The marriage-service was commenced. The Major's eyes were wide open now.

Those sharp eager black eyes took notice of everything. They rested now upon the bride, now upon the bridegroom, now upon the faces of the rector and his curate.

Sometimes those glittering eyes strove to pierce the gloom, and to see the other faces, the faces that were farther away from the flickering yellow light of the wax-candles; but the gloom was not to be pierced even by the sharpest eyes.

The Major could only see four faces;--the faces of the bride and bridegroom, the rector, and his curate. But by-and-by, when one of the clergymen asked the familiar question--"_Who giveth this woman to be married, to this man?_" Henry Dunbar came forward into the light of the wax-candles, and gave the appointed answer.

The Major's folded arms dropped off the ledge, as if they had been suddenly paralyzed. He sat, breathing hard and quick, and staring at Mr.

Dunbar.

"Henry Dunbar?" he muttered to himself, presently--"Henry Dunbar!"

Mr. Dunbar did not again retire into the shadow. He remained during the rest of the ceremony standing where the light shone full upon his handsome face.

When all was over, and the bride and bridegroom had signed their names in the vestry, before admiring witnesses, the sporting gentleman rose and walked softly out of the pew, and along one of the obscure side-aisles.

The wedding-party pa.s.sed out of the church-porch. The Major followed slowly.

Philip Jocelyn and his bride went straight to the carriage that was to convey them back to the Abbey.

Dora Macmahon and the two pale Bridesmaids, with areophane bonnets that had become hopelessly limp from exposure to that cruel rain, took their places in the second carriage. They were accompanied by Arthur Lovell, whom they looked upon with no very great favour; for he had been silent and melancholy throughout the drive from Maudesley Abbey to Lisford Church, and had stared at them with vacant indifference, while handing them out of the carriage with a mechanical kind of politeness that was almost insulting.

The two first carriages drove away from the churchyard-gate, and the mud upon the high-road splashed the closed windows of the vehicles as the wheels went round.
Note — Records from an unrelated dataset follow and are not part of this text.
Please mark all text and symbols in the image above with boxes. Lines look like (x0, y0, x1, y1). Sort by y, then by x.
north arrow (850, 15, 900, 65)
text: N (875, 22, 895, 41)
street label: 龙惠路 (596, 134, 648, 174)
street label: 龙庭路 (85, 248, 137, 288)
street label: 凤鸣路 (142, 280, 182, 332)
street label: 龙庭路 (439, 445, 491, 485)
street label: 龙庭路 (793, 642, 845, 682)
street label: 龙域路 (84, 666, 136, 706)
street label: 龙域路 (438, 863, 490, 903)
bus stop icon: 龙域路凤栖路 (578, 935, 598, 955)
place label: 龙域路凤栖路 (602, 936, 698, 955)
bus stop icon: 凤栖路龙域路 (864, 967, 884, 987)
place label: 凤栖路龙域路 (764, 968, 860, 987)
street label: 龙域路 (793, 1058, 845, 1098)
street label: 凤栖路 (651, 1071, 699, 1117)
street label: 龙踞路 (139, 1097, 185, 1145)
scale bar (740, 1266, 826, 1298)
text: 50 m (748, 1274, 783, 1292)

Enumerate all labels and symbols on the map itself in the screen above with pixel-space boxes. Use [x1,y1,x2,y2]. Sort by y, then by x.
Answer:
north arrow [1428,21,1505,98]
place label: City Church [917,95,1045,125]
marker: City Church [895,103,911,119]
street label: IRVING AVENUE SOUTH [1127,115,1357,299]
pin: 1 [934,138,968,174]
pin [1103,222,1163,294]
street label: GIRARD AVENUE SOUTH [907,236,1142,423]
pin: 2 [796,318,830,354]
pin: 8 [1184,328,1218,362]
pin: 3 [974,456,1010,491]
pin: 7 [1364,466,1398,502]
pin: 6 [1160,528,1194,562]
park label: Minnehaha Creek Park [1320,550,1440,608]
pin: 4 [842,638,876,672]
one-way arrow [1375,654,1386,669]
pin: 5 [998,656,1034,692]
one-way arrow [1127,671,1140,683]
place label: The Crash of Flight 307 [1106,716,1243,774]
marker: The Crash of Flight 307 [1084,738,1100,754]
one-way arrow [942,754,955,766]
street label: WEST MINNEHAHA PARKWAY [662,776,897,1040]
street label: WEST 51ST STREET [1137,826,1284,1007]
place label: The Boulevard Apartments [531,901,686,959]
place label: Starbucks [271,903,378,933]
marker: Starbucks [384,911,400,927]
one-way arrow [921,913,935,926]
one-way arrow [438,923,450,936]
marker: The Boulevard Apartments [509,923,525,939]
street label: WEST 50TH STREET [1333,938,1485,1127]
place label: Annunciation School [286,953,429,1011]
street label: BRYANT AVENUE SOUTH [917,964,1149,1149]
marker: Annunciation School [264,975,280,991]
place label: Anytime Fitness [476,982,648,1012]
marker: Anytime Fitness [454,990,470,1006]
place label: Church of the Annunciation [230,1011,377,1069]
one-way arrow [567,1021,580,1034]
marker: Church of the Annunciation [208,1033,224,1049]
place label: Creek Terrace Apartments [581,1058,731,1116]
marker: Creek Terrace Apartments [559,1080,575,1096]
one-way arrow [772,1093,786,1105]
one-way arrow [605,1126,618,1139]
The third carriage waited for Henry Dunbar, and the crowd in the churchyard waited to see him get into it.

He had his foot upon the lowest step, and his hand upon the door, when the Major went up to him, and tapped him lightly upon the shoulder.

The spectators recoiled, aghast with indignant astonishment.

How dared this shabby-looking man, with clumsy boots that were queer about the heels, and a mangy fur collar, like the skin of an invalid French poodle, to his threadbare coat--how in the name of all that is audacious, dared such a low person as this lay his dirty fingers upon the sacred shoulder of Henry Dunbar of Dunbar, Dunbar, and Balderby's banking-house, St. Gundolph Lane, City?

The millionaire turned, and grew as ashy pale at sight of the shabby stranger as he could have done if the sheeted dead had risen from one of the graves near at hand. But he uttered no exclamation of horror or surprise. He only shrank haughtily away from the Major's touch, as if there had been some infection to be dreaded from those dirty finger-tips.

"May I be permitted to know your motive for this intrusion, sir?" the banker asked, in a cold, repellent voice, looking the shabby intruder full in the eyes as he spoke.

There was something so resolute, so defiant, in the rich man's gaze, that it is a wonder the poor man did not shrink from encountering it.

But he did not: he gave back look for look.

"Don't say you've forgotten me, Mr. Dunbar," he said; "don't say you've forgotten a very old acquaintance."

This was spoken after a pause, in which the two men had looked at each other as earnestly as if each had been trying to read the inmost secrets of the other's soul.